» **Records supplied**
------------------------------
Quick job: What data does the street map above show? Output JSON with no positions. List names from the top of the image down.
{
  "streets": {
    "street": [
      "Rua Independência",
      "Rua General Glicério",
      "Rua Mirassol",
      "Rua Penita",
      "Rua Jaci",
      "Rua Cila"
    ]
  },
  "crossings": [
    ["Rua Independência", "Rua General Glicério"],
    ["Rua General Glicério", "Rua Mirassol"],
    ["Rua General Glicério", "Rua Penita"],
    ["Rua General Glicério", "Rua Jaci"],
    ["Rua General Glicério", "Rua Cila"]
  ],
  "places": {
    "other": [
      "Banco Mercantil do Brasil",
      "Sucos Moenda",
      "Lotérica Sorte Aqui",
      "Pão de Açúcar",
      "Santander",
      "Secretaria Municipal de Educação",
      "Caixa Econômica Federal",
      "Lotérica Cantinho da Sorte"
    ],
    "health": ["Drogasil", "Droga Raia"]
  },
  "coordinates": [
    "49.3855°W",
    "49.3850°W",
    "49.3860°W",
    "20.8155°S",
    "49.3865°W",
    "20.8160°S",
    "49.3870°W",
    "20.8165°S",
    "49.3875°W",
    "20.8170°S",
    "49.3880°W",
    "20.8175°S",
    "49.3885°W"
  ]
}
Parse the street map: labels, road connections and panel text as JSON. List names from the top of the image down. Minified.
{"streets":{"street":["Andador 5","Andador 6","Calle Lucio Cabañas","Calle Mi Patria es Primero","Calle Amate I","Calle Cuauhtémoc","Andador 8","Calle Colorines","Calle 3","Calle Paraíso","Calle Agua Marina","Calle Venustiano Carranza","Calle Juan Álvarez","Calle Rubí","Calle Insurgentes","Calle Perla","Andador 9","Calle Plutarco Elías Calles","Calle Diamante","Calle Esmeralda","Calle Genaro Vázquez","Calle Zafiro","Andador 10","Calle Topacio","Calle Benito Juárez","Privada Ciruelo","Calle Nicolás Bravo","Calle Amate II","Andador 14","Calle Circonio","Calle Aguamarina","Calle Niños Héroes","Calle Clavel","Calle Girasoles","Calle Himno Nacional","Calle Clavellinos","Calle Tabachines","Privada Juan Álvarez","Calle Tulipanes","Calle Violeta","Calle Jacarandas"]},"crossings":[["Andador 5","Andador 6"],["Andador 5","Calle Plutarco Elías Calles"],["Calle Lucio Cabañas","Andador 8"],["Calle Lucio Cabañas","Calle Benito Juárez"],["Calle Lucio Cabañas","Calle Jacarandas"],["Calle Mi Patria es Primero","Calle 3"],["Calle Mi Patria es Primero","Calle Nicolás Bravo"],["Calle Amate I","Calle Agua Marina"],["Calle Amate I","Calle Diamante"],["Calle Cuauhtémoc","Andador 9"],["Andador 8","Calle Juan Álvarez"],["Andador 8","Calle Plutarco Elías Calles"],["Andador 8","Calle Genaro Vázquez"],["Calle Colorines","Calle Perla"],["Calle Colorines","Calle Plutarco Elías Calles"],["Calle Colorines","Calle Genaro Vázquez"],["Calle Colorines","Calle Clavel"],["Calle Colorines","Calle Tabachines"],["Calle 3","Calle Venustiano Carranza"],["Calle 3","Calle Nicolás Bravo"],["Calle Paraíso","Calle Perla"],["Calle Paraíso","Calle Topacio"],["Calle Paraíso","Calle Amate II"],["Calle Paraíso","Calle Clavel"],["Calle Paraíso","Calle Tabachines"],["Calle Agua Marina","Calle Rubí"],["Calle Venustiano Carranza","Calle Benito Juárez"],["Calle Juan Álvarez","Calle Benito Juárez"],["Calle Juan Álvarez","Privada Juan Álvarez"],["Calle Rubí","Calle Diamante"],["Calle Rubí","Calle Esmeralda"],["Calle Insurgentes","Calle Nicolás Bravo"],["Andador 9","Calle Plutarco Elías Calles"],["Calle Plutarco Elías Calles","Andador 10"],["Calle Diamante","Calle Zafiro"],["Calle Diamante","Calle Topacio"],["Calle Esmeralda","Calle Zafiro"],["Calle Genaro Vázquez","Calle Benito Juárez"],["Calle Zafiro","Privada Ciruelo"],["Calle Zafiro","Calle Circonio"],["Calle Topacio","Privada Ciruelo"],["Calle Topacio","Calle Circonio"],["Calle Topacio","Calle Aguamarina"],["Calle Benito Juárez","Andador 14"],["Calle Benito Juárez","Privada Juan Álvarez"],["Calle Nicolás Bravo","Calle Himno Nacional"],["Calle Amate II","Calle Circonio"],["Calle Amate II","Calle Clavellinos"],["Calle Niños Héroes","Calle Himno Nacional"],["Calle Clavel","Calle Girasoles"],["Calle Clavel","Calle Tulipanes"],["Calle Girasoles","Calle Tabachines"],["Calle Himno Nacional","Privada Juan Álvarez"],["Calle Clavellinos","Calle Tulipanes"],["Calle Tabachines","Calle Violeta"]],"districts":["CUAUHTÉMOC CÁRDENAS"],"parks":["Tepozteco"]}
------------------------------
» **How to complete this task**
Every line of the data must be reproduced exactly.

» **Exercise output**
Quick job: What data does the street map above show? Output JSON with no positions. List names from the top of the image down.
{
  "streets": {
    "street": [
      "Rua Independência",
      "Rua General Glicério",
      "Rua Mirassol",
      "Rua Penita",
      "Rua Jaci",
      "Rua Cila"
    ]
  },
  "crossings": [
    ["Rua Independência", "Rua General Glicério"],
    ["Rua General Glicério", "Rua Mirassol"],
    ["Rua General Glicério", "Rua Penita"],
    ["Rua General Glicério", "Rua Jaci"],
    ["Rua General Glicério", "Rua Cila"]
  ],
  "places": {
    "other": [
      "Banco Mercantil do Brasil",
      "Sucos Moenda",
      "Lotérica Sorte Aqui",
      "Pão de Açúcar",
      "Santander",
      "Secretaria Municipal de Educação",
      "Caixa Econômica Federal",
      "Lotérica Cantinho da Sorte"
    ],
    "health": ["Drogasil", "Droga Raia"]
  },
  "coordinates": [
    "49.3855°W",
    "49.3850°W",
    "49.3860°W",
    "20.8155°S",
    "49.3865°W",
    "20.8160°S",
    "49.3870°W",
    "20.8165°S",
    "49.3875°W",
    "20.8170°S",
    "49.3880°W",
    "20.8175°S",
    "49.3885°W"
  ]
}
Parse the street map: labels, road connections and panel text as JSON. List names from the top of the image down. Minified.
{"streets":{"street":["Andador 5","Andador 6","Calle Lucio Cabañas","Calle Mi Patria es Primero","Calle Amate I","Calle Cuauhtémoc","Andador 8","Calle Colorines","Calle 3","Calle Paraíso","Calle Agua Marina","Calle Venustiano Carranza","Calle Juan Álvarez","Calle Rubí","Calle Insurgentes","Calle Perla","Andador 9","Calle Plutarco Elías Calles","Calle Diamante","Calle Esmeralda","Calle Genaro Vázquez","Calle Zafiro","Andador 10","Calle Topacio","Calle Benito Juárez","Privada Ciruelo","Calle Nicolás Bravo","Calle Amate II","Andador 14","Calle Circonio","Calle Aguamarina","Calle Niños Héroes","Calle Clavel","Calle Girasoles","Calle Himno Nacional","Calle Clavellinos","Calle Tabachines","Privada Juan Álvarez","Calle Tulipanes","Calle Violeta","Calle Jacarandas"]},"crossings":[["Andador 5","Andador 6"],["Andador 5","Calle Plutarco Elías Calles"],["Calle Lucio Cabañas","Andador 8"],["Calle Lucio Cabañas","Calle Benito Juárez"],["Calle Lucio Cabañas","Calle Jacarandas"],["Calle Mi Patria es Primero","Calle 3"],["Calle Mi Patria es Primero","Calle Nicolás Bravo"],["Calle Amate I","Calle Agua Marina"],["Calle Amate I","Calle Diamante"],["Calle Cuauhtémoc","Andador 9"],["Andador 8","Calle Juan Álvarez"],["Andador 8","Calle Plutarco Elías Calles"],["Andador 8","Calle Genaro Vázquez"],["Calle Colorines","Calle Perla"],["Calle Colorines","Calle Plutarco Elías Calles"],["Calle Colorines","Calle Genaro Vázquez"],["Calle Colorines","Calle Clavel"],["Calle Colorines","Calle Tabachines"],["Calle 3","Calle Venustiano Carranza"],["Calle 3","Calle Nicolás Bravo"],["Calle Paraíso","Calle Perla"],["Calle Paraíso","Calle Topacio"],["Calle Paraíso","Calle Amate II"],["Calle Paraíso","Calle Clavel"],["Calle Paraíso","Calle Tabachines"],["Calle Agua Marina","Calle Rubí"],["Calle Venustiano Carranza","Calle Benito Juárez"],["Calle Juan Álvarez","Calle Benito Juárez"],["Calle Juan Álvarez","Privada Juan Álvarez"],["Calle Rubí","Calle Diamante"],["Calle Rubí","Calle Esmeralda"],["Calle Insurgentes","Calle Nicolás Bravo"],["Andador 9","Calle Plutarco Elías Calles"],["Calle Plutarco Elías Calles","Andador 10"],["Calle Diamante","Calle Zafiro"],["Calle Diamante","Calle Topacio"],["Calle Esmeralda","Calle Zafiro"],["Calle Genaro Vázquez","Calle Benito Juárez"],["Calle Zafiro","Privada Ciruelo"],["Calle Zafiro","Calle Circonio"],["Calle Topacio","Privada Ciruelo"],["Calle Topacio","Calle Circonio"],["Calle Topacio","Calle Aguamarina"],["Calle Benito Juárez","Andador 14"],["Calle Benito Juárez","Privada Juan Álvarez"],["Calle Nicolás Bravo","Calle Himno Nacional"],["Calle Amate II","Calle Circonio"],["Calle Amate II","Calle Clavellinos"],["Calle Niños Héroes","Calle Himno Nacional"],["Calle Clavel","Calle Girasoles"],["Calle Clavel","Calle Tulipanes"],["Calle Girasoles","Calle Tabachines"],["Calle Himno Nacional","Privada Juan Álvarez"],["Calle Clavellinos","Calle Tulipanes"],["Calle Tabachines","Calle Violeta"]],"districts":["CUAUHTÉMOC CÁRDENAS"],"parks":["Tepozteco"]}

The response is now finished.